*The task*: Your answer should hold each line of the material that contains the word "controls".

*Exercise input*:
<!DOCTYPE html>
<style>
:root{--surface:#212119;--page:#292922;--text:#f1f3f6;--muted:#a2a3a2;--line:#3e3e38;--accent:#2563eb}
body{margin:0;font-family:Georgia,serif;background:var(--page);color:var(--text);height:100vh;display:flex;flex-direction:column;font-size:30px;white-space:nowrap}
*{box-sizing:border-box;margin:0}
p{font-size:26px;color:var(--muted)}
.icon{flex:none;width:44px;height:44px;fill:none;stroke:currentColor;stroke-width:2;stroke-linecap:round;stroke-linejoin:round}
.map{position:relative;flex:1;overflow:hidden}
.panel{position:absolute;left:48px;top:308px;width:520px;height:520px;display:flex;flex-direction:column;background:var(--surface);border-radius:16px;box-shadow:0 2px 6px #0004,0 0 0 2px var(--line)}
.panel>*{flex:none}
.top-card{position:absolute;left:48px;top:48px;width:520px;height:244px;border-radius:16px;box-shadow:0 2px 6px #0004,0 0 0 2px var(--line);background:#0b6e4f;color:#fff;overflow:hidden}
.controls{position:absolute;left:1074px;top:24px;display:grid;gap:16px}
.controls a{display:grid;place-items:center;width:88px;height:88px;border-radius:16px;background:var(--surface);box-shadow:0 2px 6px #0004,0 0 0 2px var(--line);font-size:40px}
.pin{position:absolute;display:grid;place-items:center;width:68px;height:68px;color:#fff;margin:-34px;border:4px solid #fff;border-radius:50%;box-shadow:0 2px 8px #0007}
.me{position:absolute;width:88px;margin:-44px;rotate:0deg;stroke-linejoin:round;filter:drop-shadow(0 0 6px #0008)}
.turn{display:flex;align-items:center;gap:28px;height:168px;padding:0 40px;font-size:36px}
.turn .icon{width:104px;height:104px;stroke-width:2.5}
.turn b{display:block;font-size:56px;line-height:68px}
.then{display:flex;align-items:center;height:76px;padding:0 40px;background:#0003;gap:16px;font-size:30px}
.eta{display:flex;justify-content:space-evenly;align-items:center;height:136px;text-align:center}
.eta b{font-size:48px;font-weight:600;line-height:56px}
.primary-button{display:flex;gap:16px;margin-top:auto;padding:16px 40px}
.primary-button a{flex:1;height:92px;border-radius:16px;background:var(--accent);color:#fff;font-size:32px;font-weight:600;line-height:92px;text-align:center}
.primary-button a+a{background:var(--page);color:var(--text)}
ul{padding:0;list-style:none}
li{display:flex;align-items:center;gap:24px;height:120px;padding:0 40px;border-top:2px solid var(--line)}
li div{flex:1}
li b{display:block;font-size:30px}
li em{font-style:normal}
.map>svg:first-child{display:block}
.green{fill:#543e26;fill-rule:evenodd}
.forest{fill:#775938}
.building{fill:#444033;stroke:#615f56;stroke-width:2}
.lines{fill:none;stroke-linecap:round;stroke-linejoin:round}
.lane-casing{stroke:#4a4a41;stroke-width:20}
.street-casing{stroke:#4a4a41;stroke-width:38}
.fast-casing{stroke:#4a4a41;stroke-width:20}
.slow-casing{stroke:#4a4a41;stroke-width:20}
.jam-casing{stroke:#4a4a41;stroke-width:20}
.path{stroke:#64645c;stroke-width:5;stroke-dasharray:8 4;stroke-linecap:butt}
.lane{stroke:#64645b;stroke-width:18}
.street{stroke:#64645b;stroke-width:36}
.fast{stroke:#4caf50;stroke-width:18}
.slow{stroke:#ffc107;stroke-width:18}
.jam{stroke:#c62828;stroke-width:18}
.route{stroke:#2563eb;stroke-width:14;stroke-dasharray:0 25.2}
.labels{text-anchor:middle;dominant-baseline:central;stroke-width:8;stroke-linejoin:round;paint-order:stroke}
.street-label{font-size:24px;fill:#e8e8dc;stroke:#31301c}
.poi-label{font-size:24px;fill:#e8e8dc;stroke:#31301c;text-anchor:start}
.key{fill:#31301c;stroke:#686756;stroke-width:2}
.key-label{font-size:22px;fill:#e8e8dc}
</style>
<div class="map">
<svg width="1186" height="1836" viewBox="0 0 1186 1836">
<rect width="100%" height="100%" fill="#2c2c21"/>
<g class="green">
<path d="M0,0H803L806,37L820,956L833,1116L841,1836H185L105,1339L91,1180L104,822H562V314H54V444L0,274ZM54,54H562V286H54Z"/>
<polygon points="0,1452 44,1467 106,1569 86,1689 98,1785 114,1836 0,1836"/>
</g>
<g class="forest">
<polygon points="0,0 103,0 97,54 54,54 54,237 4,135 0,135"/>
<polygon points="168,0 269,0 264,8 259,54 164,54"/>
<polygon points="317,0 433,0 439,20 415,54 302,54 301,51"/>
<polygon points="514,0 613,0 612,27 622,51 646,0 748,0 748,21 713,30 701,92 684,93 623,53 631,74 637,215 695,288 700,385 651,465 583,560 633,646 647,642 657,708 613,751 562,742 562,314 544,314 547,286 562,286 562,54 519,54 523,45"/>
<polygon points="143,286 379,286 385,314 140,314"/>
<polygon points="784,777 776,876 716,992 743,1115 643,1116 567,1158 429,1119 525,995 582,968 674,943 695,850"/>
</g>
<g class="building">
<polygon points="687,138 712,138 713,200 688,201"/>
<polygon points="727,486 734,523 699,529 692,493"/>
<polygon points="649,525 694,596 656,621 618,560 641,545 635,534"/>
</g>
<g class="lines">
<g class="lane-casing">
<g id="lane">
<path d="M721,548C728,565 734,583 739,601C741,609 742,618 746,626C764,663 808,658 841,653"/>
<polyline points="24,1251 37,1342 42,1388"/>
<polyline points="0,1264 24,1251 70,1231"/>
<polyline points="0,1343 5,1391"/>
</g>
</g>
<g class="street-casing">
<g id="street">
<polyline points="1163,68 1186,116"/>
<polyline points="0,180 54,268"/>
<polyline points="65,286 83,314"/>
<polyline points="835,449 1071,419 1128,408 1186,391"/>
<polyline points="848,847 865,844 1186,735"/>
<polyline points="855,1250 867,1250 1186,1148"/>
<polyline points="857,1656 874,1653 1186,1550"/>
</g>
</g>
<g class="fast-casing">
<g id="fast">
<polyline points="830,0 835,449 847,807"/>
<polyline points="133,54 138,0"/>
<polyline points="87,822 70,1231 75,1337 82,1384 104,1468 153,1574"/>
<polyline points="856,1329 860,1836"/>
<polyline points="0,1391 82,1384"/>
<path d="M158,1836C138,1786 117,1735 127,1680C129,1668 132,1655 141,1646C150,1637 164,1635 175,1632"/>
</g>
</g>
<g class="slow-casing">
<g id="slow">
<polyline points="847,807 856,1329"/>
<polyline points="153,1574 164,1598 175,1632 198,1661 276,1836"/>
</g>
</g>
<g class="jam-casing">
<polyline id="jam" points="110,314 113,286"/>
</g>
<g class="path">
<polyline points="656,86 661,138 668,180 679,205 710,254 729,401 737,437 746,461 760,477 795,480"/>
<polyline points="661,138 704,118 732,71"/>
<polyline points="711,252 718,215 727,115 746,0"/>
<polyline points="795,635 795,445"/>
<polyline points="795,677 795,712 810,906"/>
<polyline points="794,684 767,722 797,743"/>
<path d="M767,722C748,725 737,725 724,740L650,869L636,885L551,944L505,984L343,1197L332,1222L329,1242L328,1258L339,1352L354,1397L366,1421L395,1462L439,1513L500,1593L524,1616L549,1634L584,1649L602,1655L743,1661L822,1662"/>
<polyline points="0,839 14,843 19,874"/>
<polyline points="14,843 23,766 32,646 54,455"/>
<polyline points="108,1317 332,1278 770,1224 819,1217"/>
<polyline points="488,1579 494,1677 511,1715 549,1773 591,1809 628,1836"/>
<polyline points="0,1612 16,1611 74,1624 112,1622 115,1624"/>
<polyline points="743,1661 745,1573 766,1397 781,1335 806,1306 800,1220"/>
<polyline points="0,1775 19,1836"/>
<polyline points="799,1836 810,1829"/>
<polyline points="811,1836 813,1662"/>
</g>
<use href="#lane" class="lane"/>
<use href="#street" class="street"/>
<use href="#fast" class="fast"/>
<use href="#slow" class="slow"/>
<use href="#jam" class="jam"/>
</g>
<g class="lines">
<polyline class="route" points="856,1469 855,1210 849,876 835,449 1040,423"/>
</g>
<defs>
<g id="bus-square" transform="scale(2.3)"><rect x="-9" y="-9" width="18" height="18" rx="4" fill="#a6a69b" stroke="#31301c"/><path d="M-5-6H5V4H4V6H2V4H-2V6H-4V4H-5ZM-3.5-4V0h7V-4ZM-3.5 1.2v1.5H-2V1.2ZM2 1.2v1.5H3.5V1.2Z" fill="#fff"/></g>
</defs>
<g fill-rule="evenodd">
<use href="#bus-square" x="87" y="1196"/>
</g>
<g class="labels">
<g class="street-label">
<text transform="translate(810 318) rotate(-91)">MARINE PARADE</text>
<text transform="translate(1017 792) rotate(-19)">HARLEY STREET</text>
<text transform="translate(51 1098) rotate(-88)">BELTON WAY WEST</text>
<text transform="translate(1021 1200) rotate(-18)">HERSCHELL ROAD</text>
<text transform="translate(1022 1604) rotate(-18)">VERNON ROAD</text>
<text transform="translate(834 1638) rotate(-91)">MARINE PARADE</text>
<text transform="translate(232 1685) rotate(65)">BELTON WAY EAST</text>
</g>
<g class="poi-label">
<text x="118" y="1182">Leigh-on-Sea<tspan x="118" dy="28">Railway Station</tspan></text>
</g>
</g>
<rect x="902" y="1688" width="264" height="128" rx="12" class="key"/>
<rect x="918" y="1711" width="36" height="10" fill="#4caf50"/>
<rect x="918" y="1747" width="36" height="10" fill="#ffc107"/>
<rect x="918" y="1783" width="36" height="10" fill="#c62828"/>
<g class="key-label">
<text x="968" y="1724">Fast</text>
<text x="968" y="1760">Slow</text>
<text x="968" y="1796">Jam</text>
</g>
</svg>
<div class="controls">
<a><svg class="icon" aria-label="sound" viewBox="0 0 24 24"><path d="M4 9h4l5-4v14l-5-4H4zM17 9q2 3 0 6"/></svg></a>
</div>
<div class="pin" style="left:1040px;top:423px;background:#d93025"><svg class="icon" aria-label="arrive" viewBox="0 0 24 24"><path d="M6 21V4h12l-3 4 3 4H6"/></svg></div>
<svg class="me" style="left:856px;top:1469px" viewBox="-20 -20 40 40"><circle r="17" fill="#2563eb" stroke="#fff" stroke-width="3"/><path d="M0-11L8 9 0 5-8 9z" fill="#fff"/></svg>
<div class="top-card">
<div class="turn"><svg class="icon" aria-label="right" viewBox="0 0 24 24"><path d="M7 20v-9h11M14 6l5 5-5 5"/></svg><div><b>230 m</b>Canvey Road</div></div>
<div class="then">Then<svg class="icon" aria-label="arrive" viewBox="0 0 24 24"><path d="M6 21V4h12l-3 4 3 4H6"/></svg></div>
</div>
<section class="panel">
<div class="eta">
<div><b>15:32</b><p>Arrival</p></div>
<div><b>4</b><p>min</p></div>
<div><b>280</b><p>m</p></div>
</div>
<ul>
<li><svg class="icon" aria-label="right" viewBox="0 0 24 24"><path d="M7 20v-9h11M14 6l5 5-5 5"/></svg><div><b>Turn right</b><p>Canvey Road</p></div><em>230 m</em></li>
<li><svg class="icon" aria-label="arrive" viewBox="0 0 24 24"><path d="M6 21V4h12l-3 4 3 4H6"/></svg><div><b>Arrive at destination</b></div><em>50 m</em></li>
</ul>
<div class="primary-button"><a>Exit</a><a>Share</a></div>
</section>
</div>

*Completed exercise*:
.controls{position:absolute;left:1074px;top:24px;display:grid;gap:16px}
.controls a{display:grid;place-items:center;width:88px;height:88px;border-radius:16px;background:var(--surface);box-shadow:0 2px 6px #0004,0 0 0 2px var(--line);font-size:40px}
<div class="controls">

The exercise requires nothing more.